President Obama attended a DMC fundraiser in NYC on Monday. Wonder if he asked if there were any millionaires in the crowd and were prepared to do battle in a little “class warfare.”
Earlier in the day, Obama was talking tough in the Rose Garden (really, if a president is going to talk tough, you would think he’d pick a better venue than a rose garden) saying millionaires gotta pay more in taxes.
Obama carried over his tough talk at the fundraiser, saying it’s now come down to a battle for “hearts and minds” and that the stakes are enormous. Wonder if he started his fundraiser speech with some attempts at humor. Since it’s no-holds-barred anymore, maybe he should’ve tried these on for size:
1. “I heard that book about Sarah Palin says she has an affinity for black athletes. Just the same, she won’t be invited for a one-on-one at the White House basketball court anytime soon.”
2. “Speaking of books, there’s one about the alleged dissent by some in my administration. I don’t want to say the book isn’t factual, but the forward was written by Rupert Murdoch.”

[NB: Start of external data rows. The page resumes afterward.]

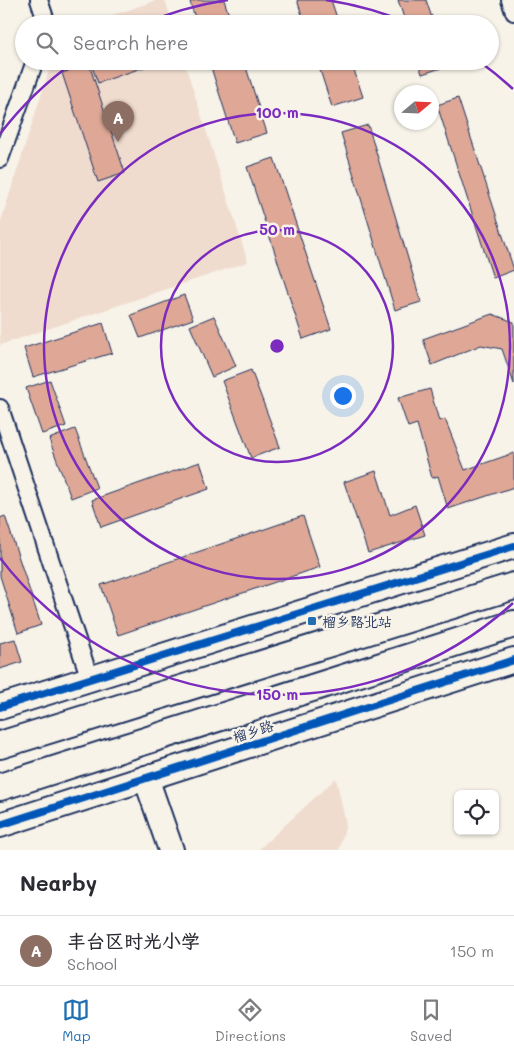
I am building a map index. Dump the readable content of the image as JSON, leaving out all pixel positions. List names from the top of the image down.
{
  "streets": {
    "main road": ["榴乡路"]
  },
  "places": {
    "transit": ["榴乡路北站"]
  },
  "north": "right",
  "page": {
    "search": "Search here",
    "pins": "A",
    "heading": "Nearby",
    "list": [
      {
        "mark": "A",
        "name": "丰台区时光小学",
        "note": "School",
        "value": "150 m"
      }
    ],
    "nav": ["Map", "Directions", "Saved"]
  },
  "rings": ["100 m", "50 m", "150 m"]
}
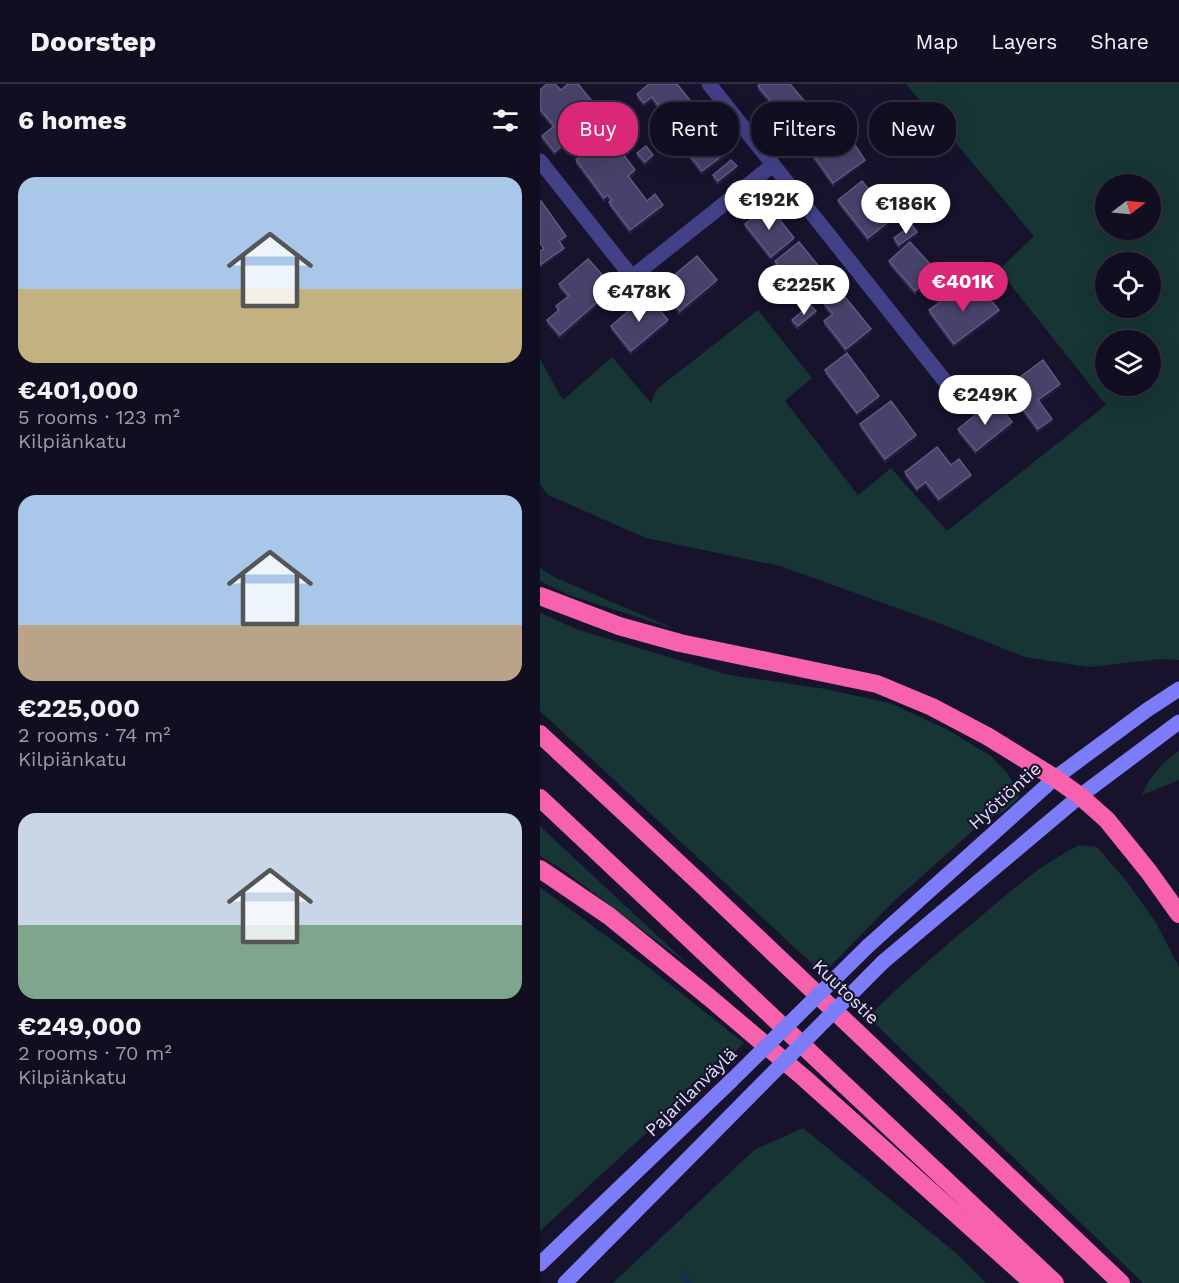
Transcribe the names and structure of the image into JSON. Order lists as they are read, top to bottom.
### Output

3. “The Republican contenders are all having an audience with Donald Trump. Here’s an idea: Eliminate the Republican primaries and get on a TV show this January called “Presidential Apprentice” and have The Donald fire each one until he picks a winner.”
4. “My approval ratings are so low, some folks skipped this fundraiser so they could be in the audience at the Charlie Sheen roast over at Comedy Central.”
5. “A six-ton satellite the size of a bus is breaking apart and hurling toward Earth. It will crash and burn. They’re calling it the Michele Bachmann.”
Meanwhile, back at the ranch, Texas Gov. Rick “I feel the need to secede” Perry, one-man posse, tracked President Tin Horn to NYC. Perry attacked Obama, saying he’s an appeaser (a popular GOP buzz word) to Palestinians.
The Cowboy and the Tin Horn in the Big Apple at the same time. Get outta town, pilgrim. Perry was all rootin’ tootin’ guns a blazin’ supportin’ Israel while Obama was appeasin.’ But like any politician, Perry wasn’t sayin’ what he was really thinkin.’ Such as:
1. “Shoot, I’d trade in my stetson and wear one of them yamahas on my head if it meant protectin’ my yiddisha little buddies.”
2. “I know all about mennorah —- we have a lot of cows in Texas.”
3. “Passover is what’s gonna happen to Mitt Romney again in the Republican primary.”
4. “It’s good to be in New York. Talk about your Jewish state.”
5. “When Jesus comes back, you people ain’t gonna kill him again, are ya?”